Le Sénat américain accepte d'ouvrir le débat sur les armes à feu

11/04/13 à 21:34 - Mise à jour à 21:34

Source: Le Vif

Les démocrates du Sénat américain ont remporté un vote crucial jeudi pour entamer formellement un débat historique sur le renforcement de la législation sur les armes à feu, surmontant l'obstruction de nombreux républicains.

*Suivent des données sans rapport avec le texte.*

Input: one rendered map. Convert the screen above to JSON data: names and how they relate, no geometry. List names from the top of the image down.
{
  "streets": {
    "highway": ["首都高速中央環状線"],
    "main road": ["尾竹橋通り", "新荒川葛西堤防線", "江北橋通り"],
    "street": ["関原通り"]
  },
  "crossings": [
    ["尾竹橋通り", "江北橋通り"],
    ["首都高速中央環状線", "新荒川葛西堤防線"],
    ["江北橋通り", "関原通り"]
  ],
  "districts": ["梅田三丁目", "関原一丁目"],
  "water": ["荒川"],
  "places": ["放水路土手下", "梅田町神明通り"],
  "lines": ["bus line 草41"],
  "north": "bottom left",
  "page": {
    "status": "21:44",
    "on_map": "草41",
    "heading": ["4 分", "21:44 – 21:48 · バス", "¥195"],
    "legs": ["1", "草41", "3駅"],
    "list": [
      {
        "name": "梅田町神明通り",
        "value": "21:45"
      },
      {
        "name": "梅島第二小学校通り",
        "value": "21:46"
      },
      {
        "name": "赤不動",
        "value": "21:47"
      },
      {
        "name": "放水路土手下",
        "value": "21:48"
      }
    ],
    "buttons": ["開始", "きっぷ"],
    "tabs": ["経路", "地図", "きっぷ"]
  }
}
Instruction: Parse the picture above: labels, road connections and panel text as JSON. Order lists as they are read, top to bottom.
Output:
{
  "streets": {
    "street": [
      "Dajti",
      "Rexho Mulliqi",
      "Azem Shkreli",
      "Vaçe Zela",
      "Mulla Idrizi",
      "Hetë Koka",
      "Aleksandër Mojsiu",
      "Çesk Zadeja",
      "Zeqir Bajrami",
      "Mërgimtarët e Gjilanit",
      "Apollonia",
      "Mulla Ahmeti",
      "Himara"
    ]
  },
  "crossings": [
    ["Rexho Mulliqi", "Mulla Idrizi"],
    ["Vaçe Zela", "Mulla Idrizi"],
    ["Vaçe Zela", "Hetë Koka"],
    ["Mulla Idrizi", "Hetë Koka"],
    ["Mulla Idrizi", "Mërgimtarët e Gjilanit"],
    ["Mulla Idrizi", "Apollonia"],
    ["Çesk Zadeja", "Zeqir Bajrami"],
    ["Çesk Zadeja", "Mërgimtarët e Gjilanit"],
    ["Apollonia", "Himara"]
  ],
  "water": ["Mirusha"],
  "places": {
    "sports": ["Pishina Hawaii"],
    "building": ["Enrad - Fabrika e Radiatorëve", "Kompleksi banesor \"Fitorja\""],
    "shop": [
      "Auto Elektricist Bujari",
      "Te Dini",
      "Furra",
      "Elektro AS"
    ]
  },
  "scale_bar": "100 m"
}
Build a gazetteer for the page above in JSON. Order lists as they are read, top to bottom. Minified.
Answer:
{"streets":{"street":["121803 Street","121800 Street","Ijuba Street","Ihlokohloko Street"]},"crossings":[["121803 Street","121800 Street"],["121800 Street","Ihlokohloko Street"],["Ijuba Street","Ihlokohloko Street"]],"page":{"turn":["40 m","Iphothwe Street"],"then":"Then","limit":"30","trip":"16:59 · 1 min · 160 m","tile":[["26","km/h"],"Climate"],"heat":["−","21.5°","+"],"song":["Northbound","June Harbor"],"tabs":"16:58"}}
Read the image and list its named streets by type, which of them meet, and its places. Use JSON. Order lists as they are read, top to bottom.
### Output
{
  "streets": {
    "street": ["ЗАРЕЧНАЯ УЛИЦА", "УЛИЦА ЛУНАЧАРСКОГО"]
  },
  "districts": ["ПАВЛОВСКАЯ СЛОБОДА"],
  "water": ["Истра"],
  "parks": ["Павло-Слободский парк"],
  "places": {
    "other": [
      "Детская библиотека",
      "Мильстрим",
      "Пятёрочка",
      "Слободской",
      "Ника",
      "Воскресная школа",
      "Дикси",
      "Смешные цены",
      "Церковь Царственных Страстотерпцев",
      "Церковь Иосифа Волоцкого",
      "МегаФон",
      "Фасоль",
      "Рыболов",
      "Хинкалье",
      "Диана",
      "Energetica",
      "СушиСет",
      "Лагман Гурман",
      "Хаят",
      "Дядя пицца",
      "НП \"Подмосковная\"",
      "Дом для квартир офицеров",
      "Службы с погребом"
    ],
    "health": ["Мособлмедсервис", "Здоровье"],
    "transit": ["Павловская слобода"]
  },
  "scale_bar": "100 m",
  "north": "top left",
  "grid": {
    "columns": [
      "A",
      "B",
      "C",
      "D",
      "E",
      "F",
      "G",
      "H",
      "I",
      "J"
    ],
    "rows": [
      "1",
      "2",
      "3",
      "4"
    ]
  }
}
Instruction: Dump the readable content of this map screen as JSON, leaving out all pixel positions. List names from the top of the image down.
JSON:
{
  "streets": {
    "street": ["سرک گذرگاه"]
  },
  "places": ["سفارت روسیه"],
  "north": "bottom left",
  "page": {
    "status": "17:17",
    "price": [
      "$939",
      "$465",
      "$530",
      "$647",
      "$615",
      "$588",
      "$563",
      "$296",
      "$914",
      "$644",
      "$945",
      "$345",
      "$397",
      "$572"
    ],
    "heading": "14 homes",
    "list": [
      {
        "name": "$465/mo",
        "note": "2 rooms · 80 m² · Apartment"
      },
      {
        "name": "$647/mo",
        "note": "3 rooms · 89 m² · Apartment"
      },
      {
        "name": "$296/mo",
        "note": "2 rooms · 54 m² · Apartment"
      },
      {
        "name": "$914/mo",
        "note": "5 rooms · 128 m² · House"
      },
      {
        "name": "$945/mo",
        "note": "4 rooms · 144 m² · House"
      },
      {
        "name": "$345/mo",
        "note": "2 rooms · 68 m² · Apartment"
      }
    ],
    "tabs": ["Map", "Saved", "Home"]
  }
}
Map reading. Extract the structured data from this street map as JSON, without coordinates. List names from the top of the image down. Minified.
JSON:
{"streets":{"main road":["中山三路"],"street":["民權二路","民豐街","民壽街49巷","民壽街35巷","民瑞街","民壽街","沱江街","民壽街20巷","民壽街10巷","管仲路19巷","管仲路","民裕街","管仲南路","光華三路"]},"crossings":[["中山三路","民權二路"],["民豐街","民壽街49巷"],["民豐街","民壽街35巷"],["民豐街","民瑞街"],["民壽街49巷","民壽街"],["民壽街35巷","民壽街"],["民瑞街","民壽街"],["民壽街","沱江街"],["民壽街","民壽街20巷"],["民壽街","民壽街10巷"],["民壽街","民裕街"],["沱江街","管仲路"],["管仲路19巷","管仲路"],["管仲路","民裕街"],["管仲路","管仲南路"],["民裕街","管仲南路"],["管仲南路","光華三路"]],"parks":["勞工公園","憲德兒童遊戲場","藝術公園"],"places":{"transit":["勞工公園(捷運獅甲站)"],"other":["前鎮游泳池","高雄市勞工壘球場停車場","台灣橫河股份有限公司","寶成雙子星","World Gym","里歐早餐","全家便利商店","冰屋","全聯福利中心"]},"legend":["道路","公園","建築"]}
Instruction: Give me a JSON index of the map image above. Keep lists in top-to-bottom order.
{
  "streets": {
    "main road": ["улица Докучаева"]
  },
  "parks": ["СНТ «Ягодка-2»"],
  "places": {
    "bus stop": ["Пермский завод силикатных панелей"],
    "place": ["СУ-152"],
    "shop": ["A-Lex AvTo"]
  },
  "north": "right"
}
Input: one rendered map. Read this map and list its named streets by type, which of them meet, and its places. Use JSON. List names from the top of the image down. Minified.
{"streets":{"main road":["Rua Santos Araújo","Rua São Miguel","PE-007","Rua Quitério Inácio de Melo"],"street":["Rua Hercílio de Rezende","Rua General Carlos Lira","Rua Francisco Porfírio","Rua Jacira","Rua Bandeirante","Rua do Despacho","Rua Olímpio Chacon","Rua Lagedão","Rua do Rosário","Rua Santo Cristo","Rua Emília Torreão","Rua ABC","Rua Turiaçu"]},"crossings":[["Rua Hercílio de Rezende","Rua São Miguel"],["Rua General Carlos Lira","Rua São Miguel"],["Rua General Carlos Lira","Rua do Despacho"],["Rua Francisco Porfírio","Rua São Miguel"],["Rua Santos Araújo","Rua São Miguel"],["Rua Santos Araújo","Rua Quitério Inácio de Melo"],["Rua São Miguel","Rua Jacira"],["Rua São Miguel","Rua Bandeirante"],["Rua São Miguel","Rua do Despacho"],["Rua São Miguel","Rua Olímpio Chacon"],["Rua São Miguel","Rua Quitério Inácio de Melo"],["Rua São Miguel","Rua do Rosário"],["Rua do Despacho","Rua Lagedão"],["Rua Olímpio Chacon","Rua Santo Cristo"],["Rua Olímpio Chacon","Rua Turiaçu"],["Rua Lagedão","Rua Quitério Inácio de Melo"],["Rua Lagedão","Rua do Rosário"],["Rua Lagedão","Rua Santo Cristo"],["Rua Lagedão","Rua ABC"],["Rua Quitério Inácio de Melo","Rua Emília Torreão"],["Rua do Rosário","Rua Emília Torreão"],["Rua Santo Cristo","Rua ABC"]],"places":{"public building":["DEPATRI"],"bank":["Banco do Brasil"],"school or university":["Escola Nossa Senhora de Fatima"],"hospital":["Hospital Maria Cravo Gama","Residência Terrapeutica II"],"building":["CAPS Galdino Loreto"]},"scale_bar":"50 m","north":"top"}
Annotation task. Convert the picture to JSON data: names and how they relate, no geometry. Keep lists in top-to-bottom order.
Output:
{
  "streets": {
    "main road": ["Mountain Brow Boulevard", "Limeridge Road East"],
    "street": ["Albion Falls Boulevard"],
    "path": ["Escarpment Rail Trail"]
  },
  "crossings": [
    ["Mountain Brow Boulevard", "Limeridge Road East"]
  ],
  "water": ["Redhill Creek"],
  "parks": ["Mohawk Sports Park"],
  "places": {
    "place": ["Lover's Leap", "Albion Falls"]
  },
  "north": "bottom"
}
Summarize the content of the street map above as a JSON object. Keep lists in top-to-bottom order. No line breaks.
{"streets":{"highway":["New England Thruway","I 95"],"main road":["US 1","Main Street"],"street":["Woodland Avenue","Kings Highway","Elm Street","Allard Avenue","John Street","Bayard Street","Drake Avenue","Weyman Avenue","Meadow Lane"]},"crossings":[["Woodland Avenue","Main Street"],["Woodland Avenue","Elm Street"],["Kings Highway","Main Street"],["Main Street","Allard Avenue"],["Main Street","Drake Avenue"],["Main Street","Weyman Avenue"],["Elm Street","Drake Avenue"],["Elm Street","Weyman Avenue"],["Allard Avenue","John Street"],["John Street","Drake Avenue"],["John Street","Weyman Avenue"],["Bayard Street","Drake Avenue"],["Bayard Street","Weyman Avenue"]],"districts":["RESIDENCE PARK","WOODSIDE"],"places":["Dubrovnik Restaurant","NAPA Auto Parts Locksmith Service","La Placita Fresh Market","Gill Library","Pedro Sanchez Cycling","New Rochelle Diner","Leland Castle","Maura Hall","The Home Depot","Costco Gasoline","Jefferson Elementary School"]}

Le Sénat américain accepte d'ouvrir le débat sur les armes à feu

© Reuters

Les sénateurs démocrates ont reçu l'appui de 16 républicains lors d'un vote de procédure où 60 voix sur 100 étaient requises. Au total, le vote est de 68 oui contre 31 non. Le débat lui-même s'étalera jusqu'à la semaine prochaine, l'opposition républicaine ayant prévu de déposer des dizaines d'amendements.

La Maison Blanche s'est félicitée du vote, mais a souligné qu'il ne s'agissait que d'une "première étape". Les votes les plus délicats auront lieu vraisemblablement après le week-end.

Le scrutin de jeudi s'est déroulé sous le regard de plusieurs proches de victimes de la fusillade de l'école Sandy Hook à Newtown, dans le Connecticut (nord-est), assis dans la galerie du public.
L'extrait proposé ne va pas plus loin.